F.H. : Justement, le jeu de mot, c'est de la philosophie. Il y a un glissement progressif du sens. L'eau qui dort donne de l'odeur, " odor ", qui peut devenir précieuse, " eau d'or " !

T.L. : Ne sommes-nous pas davantage dans le domaine de la poésie que dans le domaine de la philosophie ?

F.H. : La poésie produit davantage d'impertinence que la philosophie. La philosophie, c'est un constat, un état des lieux, c'est comme l'économie et le commerce. La poésie, elle peut modifier les comportements. Elle vise à influer sur la vie. La philosophie ne fait que mettre en concept les changements apportées par la poésie. Je prends par exemple les concepts de Deleuze des années 1970. Ils étaient déjà mis en forme dans les œuvres de Pistoletto des années 1960.

T.L. : Si je vous suis, vous considérez que Deleuze formalise par le langage ce qui a été poétiquement dit par Pistoletto.

F.H. : Oui, tout à fait. En partie. C'est normal, d'ailleurs. L'artiste poétise et modifie des attitudes qui créent d'abord un vertige et sont ensuite formalisées à travers le langage des philosophes.

T.L. : Le poète, l'artiste, précèdent le philosophe dans le mouvement de la pensée.

F.H. : Totalement.
sens.

T.L. : Vous accomplissez donc une démarche poétique destinée à être réfléchie ensuite par la philosophie.

F.H. : Deleuze ne connaissait sans doute pas l'œuvre de Pistoletto. Mais disons que ce qu'a pensé Deleuze était dans l'air avant lui, poétisé par les artistes, et Deleuze a conceptualisé ce qui était artistiquement évoqué autour de lui.

T.L. : Vous êtes donc un poète qui s'adresse à des philosophes.

F.H. : Un poète qui s'adresse entre autres à des philosophes.

A: Tu aurais pu continuer à faire des maths !

T.L. : Vous êtes mathématicien de formation?

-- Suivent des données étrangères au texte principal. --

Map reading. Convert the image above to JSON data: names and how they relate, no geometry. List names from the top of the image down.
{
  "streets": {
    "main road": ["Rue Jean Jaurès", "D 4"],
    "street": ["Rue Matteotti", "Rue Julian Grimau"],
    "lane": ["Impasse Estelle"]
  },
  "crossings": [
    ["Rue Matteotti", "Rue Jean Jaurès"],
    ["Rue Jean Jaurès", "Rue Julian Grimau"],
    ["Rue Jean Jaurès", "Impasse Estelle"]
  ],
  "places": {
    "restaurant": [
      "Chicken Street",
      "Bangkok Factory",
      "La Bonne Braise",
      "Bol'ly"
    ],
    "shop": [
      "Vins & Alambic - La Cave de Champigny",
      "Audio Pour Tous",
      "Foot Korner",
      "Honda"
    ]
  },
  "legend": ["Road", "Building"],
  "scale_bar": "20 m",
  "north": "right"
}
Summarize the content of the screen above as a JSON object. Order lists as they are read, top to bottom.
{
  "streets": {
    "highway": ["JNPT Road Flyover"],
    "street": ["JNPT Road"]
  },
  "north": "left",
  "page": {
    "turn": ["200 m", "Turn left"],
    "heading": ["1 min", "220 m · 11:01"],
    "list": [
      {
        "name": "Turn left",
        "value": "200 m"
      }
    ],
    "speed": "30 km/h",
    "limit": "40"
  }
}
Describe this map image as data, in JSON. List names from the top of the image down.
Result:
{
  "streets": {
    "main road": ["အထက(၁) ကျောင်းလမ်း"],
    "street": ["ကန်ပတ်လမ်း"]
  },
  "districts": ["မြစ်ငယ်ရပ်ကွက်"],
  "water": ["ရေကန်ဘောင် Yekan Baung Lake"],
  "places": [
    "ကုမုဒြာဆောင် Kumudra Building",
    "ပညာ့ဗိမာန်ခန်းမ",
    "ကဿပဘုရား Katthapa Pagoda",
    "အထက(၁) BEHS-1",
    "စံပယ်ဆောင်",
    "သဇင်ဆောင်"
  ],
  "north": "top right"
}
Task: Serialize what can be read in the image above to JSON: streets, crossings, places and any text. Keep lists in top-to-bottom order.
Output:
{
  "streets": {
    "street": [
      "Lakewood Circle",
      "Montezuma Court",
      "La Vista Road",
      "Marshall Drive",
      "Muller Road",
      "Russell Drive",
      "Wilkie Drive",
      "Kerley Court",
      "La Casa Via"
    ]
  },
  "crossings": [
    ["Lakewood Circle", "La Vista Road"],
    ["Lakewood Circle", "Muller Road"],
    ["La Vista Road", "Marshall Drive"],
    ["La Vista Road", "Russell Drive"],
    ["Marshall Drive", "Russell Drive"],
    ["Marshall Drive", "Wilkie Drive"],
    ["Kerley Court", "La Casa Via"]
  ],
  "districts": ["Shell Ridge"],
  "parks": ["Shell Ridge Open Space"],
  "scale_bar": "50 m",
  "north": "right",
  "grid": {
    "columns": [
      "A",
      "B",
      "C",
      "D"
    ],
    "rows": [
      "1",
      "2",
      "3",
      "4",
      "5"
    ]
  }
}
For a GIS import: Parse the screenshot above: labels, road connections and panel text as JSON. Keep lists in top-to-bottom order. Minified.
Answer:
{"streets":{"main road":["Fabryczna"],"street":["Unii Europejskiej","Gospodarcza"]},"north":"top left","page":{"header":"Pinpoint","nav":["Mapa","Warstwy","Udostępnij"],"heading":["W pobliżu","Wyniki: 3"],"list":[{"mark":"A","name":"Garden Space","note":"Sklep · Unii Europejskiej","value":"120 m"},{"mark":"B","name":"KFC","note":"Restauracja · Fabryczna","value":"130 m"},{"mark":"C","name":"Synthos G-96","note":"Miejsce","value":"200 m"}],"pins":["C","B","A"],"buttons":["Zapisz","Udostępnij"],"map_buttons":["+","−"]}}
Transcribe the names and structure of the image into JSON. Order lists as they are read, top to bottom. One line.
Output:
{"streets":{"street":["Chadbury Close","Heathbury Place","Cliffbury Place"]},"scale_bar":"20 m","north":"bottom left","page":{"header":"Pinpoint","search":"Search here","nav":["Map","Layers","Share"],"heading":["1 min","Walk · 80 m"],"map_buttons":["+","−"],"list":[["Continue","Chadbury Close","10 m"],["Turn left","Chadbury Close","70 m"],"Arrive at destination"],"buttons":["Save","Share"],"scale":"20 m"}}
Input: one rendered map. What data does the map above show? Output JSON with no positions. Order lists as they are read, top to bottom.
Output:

F.H. : Mathématicien, c'est un bien grand mot. J'ai passé un bac C. J'adorais la philosophie, ou plutôt lire la philosophie, car je ne prétends pas être philosophe. Je voulais toujours que ce que je lisais ne soit un jour plus possible. C'était ça mon ambition quand je lisais de la philosophie. Je trouvais que la démarche philosophique était trop lente. C'est pour cela que je pensais que je ne pouvais pas être autre chose qu'un artiste. Je voulais changer les comportements " avant " que n'intervienne la philosophie. La philosophie ne fait qu'écrire, décrire les comportements. Je trouve que seul le geste artistique peut changer les comportements. Revenons-en à l'importance des mots. Pour bouleverser la philosophie, il faut d'abord que les mots eux-mêmes soient perturbés. Et c'est le rôle des poètes, des artistes, de changer, chambouler les mots dans tous les

T.L. : Les perturbateurs de la philosophie sont les poètes.

F.H. : Tout à fait. Ma démarche est de perturber la philosophie grâce à l'art. Je considère avoir une action plus efficace sur la philosophie en étant artiste plutôt que philosophe. D'ailleurs quand un professeur me disait quelque chose, j'avais tendance à vouloir m'échapper de son discours. Je n'aime pas qu'on me donne des ordres. La poésie doit changer les mots, et par ce biais changer aussi les comportements, les habitudes. Ce sont ces changements de comportements qui sont à la source de nouvelles interrogations philosophiques. Si vous adoptez un comportement différent de votre comportement habituel, forcément vous aurez tendance à vous poser des questions.

T.L. : C'est dans la différence chez une même personne d'un comportement à un autre que s'insère le questionnement philosophique. Pourquoi agissons-nous de telle ou telle manière plutôt qu'autrement? C'est cela? Le but de l'art est de créer un nouveau comportement suivi d'une interrogation sur ce nouveau comportement. On en revient à la vision du spectateur devenu lui-même artiste, dès lors qu'il s'interroge sur ses propres modifications de comportement?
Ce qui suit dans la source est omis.